Accusato di aver fatto deragliare un treno

Un uomo di 35 anni con cittadinanza russa e italiana, residente a Ryazan, è stato fermato dai servizi di sicurezza russi con l'accusa di avere compiuto un sabotaggio facendo deragliare un treno e avere organizzato un attacco con droni contro una base militare. Lo ha reso noto il servizio d'intelligence interna, Fsb, citato dall'agenzia Interfax. Secondo il sito del quotidiano Moskovsky Komsomolets, il fermato per i due sabotaggi si chiama Ruslan Sidiki. Il giornale, tuttavia, non fa riferimento ad una doppia cittadinanza italiana e russa dell'uomo.

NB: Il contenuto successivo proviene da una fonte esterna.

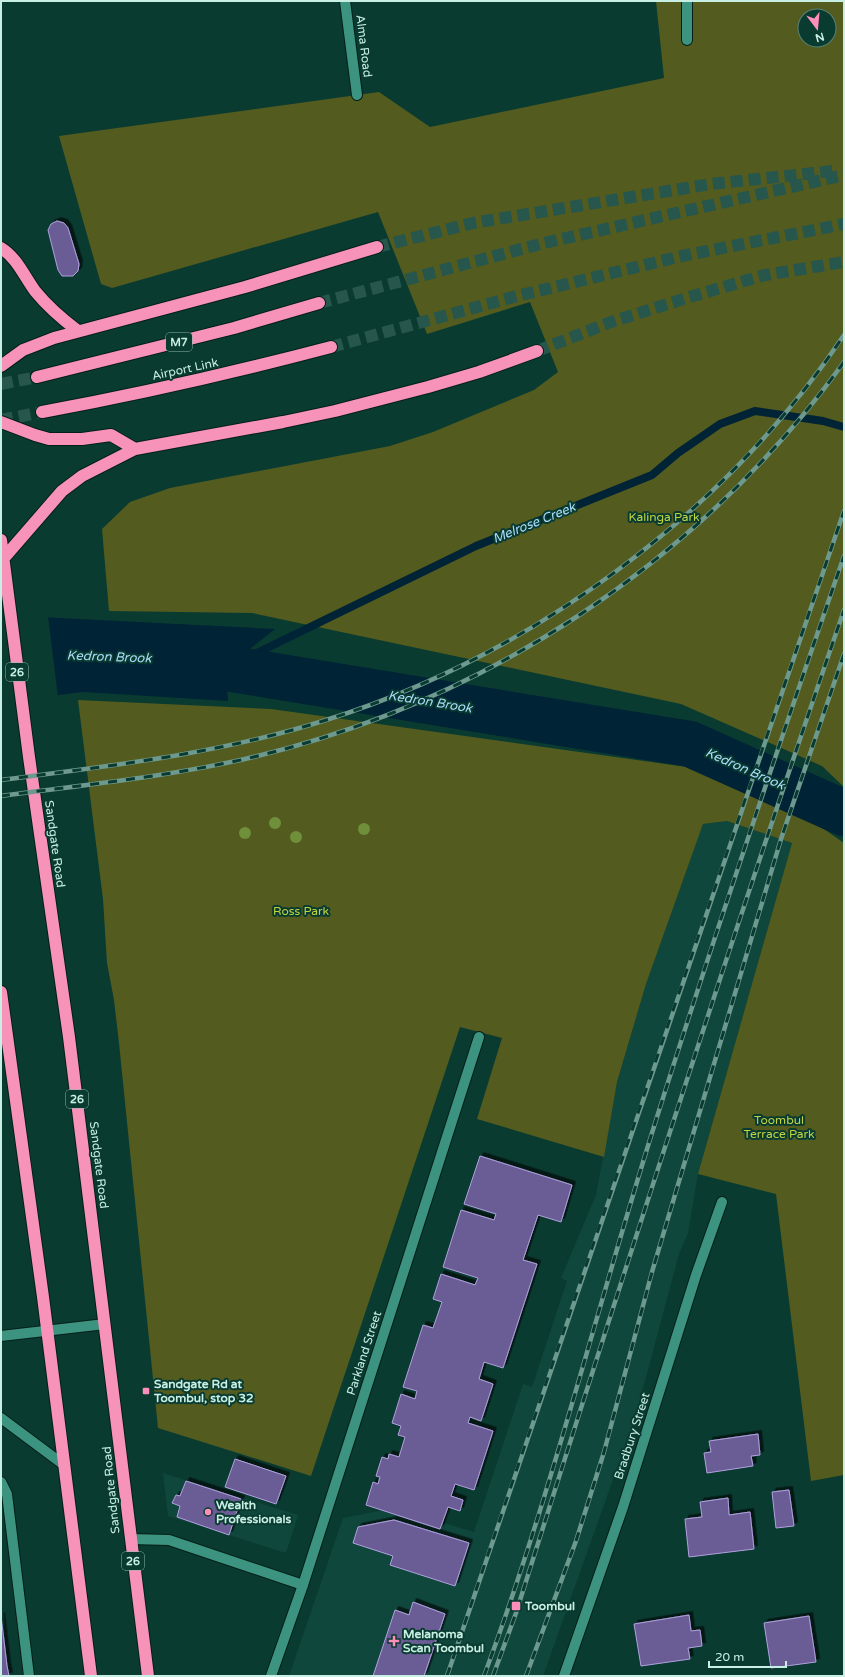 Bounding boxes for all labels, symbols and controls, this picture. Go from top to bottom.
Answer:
north arrow [797,8,837,48]
street label: Alma Road [353,14,375,78]
text: N [814,30,826,45]
road number: M7 [166,333,192,351]
street label: Airport Link [151,355,220,383]
water label: Melrose Creek [490,499,579,547]
park label: Kalinga Park [628,510,700,524]
water label: Kedron Brook [66,648,153,667]
road number: 26 [6,663,28,681]
water label: Kedron Brook [387,687,474,717]
water label: Kedron Brook [703,744,788,794]
street label: Sandgate Road [42,800,68,888]
park label: Ross Park [273,904,330,918]
road number: 26 [66,1090,88,1108]
park label: Toombul Terrace Park [743,1113,815,1141]
street label: Sandgate Road [87,1121,111,1209]
street label: Parkland Street [344,1309,384,1397]
place label: Sandgate Rd at Toombul, stop 32 [153,1377,254,1406]
marker: Sandgate Rd at Toombul, stop 32 [141,1386,151,1396]
street label: Bradbury Street [611,1390,653,1481]
street label: Sandgate Road [99,1446,123,1534]
place label: Wealth Professionals [216,1498,291,1526]
marker: Wealth Professionals [203,1507,213,1517]
road number: 26 [122,1552,144,1570]
place label: Toombul [524,1599,575,1613]
marker: Toombul [510,1600,522,1612]
place label: Melanoma Scan Toombul [403,1627,484,1655]
marker: Melanoma Scan Toombul [388,1635,400,1647]
scale bar [709,1643,786,1669]
text: 20 m [715,1650,744,1664] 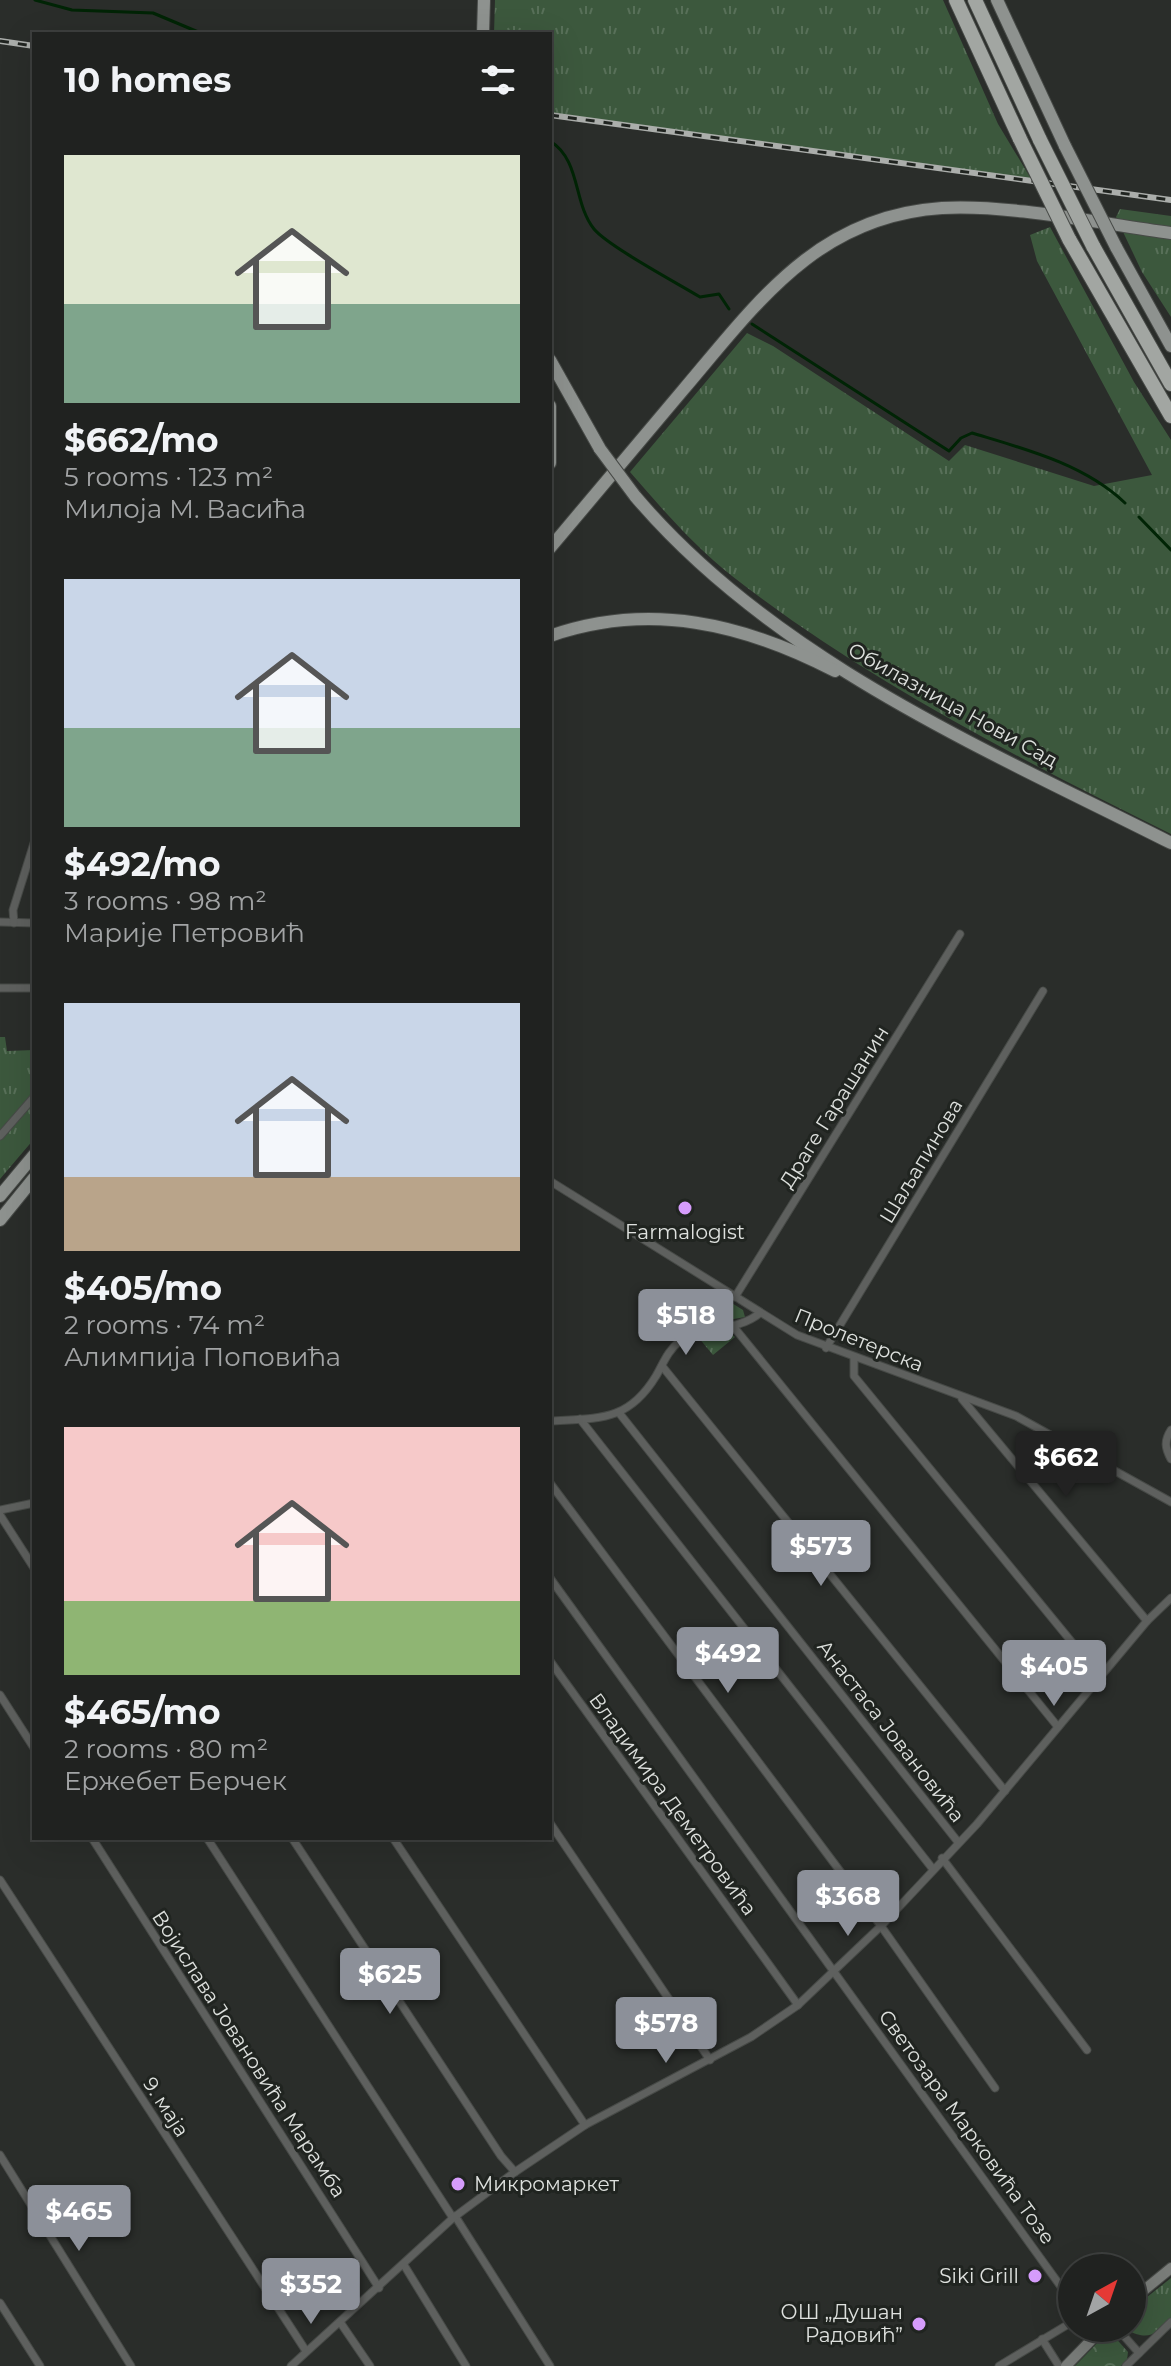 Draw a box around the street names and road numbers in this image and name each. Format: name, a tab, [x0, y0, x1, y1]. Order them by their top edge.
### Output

Il Comitato investigativo russo, organismo che conduce le indagini sui reati più gravi, ha detto che il fermato ha ammesso la colpevolezza in merito alle accuse che gli sono state mosse: avere organizzato un attacco con droni carichi di esplosivo contro la base militare di Dyagilevo, nella regione di Ryazan, nel luglio scorso, e avere compiuto un attentato esplosivo a una ferrovia nella stessa regione l'11 novembre scorso che ha provocato il deragliamento di un treno merci. Azioni che secondo i servizi di sicurezza russi sarebbero state compiute su ordine dell'intelligence militare ucraina (Gur), che avrebbero reclutato l'uomo nel febbraio scorso a Istanbul. Le stesse fonti affermano che il fermato è stato addestrato a compiere attentati con l'impiego di esplosivo in Lettonia, "con la partecipazione diretta dei servizi speciali lettoni".